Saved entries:
----------------------------------------
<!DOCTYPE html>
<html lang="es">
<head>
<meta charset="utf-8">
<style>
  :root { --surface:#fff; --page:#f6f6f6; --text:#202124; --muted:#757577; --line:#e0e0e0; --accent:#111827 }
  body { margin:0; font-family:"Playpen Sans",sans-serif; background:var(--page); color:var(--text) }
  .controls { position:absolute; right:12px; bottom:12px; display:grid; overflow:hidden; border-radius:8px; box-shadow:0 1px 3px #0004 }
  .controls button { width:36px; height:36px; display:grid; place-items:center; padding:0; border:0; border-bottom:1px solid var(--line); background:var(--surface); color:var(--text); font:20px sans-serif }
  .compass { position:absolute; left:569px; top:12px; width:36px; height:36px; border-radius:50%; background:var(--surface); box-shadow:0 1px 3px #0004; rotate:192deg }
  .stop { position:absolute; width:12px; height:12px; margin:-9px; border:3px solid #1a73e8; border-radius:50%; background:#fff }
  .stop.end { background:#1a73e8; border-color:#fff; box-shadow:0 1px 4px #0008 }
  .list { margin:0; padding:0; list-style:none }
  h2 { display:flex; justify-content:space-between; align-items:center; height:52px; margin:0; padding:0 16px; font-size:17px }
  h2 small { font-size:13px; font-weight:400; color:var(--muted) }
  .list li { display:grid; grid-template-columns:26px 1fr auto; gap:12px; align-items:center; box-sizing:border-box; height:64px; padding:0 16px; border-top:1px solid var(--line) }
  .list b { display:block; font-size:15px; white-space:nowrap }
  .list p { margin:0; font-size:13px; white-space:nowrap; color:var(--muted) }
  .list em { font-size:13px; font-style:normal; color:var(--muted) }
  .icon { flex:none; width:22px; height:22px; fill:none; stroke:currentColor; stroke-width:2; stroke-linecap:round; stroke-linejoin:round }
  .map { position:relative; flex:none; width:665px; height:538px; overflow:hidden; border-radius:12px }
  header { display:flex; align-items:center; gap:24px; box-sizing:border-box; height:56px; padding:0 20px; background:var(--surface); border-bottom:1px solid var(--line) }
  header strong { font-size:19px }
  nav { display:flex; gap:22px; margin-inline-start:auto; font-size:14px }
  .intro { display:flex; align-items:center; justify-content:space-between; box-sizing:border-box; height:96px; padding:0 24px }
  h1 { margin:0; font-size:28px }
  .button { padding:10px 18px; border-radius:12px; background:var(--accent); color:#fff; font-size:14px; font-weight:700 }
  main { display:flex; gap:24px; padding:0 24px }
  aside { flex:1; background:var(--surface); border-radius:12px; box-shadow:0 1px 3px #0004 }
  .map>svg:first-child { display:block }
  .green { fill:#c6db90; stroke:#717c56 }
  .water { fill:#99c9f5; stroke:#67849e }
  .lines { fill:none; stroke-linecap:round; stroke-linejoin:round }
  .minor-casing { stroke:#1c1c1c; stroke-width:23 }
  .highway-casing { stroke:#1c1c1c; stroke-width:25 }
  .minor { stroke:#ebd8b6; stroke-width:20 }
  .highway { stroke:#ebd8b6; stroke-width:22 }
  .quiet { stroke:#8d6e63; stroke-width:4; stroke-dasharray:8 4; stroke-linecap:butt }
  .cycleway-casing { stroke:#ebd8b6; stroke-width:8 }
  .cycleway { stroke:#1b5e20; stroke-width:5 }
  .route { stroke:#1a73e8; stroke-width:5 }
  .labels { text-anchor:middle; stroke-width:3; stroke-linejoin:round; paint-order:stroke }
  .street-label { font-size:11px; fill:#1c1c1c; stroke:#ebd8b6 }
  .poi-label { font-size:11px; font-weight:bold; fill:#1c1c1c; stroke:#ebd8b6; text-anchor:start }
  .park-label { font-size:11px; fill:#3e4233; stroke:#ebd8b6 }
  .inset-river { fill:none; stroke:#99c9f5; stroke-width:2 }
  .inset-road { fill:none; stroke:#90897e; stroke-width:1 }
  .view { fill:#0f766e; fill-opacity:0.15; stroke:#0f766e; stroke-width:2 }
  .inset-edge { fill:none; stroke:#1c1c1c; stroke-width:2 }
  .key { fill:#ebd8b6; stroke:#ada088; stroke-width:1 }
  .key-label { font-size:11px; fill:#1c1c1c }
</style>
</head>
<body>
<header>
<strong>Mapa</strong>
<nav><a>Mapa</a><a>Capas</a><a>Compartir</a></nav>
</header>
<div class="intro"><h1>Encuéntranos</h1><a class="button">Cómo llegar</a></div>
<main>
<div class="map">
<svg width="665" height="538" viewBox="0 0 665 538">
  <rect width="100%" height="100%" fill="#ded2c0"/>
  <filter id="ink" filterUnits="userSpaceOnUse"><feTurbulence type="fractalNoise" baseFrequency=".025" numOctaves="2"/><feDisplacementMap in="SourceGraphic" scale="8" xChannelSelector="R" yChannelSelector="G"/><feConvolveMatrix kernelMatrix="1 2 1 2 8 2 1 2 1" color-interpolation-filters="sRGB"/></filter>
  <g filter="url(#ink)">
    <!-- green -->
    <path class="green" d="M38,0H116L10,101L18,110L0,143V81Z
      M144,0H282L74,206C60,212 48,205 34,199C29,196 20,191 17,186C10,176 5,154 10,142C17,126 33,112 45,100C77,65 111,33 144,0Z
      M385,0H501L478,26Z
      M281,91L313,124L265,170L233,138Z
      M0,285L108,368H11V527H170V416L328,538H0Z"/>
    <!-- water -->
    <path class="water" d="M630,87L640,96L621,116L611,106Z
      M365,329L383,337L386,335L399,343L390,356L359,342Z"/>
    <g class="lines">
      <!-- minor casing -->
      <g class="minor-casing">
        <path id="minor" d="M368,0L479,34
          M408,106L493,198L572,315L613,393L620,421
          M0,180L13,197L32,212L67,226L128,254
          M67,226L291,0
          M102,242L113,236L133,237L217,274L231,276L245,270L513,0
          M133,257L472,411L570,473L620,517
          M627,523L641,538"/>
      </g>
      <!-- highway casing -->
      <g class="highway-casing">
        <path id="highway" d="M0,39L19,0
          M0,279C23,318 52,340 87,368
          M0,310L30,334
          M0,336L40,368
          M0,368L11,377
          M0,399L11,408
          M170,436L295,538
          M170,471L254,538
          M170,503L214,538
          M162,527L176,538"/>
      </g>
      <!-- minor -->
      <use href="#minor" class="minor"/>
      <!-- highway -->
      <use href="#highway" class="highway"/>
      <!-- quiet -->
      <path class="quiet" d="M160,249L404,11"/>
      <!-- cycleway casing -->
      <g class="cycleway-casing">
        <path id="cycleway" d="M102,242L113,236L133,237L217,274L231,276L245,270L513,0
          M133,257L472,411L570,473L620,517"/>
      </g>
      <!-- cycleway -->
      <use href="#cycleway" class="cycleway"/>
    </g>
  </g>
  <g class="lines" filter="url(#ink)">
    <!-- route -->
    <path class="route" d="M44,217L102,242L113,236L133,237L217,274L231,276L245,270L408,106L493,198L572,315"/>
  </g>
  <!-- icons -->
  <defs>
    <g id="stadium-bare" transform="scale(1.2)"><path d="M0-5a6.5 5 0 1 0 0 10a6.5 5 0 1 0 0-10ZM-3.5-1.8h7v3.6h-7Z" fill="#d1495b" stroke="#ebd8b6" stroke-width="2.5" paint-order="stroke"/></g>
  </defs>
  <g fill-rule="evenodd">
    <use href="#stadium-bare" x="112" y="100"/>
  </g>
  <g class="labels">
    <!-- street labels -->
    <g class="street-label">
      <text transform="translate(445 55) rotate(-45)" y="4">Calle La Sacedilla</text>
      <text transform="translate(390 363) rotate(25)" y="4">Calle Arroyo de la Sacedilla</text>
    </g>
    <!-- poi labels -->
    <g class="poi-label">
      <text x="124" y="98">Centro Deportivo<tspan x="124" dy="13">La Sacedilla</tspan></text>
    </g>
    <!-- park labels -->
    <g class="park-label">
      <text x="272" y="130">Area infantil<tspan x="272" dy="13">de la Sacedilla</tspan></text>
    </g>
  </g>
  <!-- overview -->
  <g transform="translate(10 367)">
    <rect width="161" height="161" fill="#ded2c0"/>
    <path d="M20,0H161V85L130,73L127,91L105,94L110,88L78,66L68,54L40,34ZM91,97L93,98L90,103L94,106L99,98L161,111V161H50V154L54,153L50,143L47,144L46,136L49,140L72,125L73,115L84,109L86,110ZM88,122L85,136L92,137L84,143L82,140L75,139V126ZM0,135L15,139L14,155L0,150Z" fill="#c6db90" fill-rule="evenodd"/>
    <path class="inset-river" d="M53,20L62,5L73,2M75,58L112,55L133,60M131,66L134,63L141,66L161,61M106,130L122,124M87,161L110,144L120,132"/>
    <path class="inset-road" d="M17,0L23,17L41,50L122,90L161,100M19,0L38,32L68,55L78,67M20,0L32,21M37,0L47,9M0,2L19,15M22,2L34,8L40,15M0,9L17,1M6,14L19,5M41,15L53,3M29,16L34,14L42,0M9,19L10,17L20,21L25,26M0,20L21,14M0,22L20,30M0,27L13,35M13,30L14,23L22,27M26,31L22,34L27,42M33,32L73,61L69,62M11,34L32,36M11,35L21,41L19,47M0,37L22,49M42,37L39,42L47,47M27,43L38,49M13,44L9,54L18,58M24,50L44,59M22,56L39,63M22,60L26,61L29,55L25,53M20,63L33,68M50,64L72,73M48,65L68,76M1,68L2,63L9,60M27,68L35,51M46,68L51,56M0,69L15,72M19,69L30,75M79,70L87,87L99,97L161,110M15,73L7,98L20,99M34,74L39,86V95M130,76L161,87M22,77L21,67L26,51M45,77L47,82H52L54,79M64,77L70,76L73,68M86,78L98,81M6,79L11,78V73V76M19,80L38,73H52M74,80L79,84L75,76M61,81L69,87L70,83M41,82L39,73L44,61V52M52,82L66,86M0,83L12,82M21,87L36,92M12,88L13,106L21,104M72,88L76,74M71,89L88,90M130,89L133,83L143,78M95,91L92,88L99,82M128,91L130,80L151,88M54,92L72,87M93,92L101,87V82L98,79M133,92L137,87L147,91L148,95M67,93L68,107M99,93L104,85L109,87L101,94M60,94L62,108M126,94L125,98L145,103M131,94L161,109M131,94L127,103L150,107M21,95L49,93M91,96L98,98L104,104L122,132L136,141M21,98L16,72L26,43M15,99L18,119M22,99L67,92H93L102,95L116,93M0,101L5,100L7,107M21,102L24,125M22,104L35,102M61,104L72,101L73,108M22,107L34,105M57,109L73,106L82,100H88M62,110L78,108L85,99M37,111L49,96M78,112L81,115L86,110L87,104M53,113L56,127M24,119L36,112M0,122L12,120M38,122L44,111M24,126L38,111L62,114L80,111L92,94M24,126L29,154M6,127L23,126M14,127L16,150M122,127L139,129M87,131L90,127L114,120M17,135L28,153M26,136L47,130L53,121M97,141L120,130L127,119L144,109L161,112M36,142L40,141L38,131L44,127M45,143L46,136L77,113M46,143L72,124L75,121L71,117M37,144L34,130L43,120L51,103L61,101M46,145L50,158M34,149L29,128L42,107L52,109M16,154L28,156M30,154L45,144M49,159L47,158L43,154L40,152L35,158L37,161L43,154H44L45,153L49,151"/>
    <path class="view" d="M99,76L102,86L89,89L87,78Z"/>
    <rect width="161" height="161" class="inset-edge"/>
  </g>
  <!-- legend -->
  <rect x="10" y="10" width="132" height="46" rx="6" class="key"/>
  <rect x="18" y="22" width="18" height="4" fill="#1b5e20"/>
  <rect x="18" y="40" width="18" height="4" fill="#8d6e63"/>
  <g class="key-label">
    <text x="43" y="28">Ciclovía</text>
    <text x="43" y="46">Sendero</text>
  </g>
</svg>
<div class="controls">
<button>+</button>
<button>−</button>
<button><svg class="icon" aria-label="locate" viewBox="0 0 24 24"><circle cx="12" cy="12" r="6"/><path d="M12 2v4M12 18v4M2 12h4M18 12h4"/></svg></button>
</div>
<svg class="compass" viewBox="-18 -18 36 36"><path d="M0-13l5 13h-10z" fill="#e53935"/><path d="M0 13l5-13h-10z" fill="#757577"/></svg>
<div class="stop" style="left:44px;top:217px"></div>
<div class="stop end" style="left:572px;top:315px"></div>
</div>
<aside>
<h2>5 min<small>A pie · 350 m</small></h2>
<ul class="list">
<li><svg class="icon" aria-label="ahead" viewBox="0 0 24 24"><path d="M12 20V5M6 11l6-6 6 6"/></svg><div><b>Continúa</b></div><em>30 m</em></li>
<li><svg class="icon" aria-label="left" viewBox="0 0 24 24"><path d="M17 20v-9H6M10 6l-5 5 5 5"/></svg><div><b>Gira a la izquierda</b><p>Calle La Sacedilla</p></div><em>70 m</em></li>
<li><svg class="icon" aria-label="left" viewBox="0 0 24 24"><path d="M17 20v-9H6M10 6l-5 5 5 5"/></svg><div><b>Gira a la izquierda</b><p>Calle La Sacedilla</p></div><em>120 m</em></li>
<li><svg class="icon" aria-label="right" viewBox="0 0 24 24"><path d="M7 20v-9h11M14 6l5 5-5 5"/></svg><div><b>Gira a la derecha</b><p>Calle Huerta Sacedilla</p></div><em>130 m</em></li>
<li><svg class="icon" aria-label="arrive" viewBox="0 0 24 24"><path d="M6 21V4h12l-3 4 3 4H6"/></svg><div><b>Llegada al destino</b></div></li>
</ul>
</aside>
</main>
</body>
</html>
----------------------------------------
Work to be completed
The word "absolute" appears in some lines of the records. Please work out how many and reply with that number only.

Answer to this task
3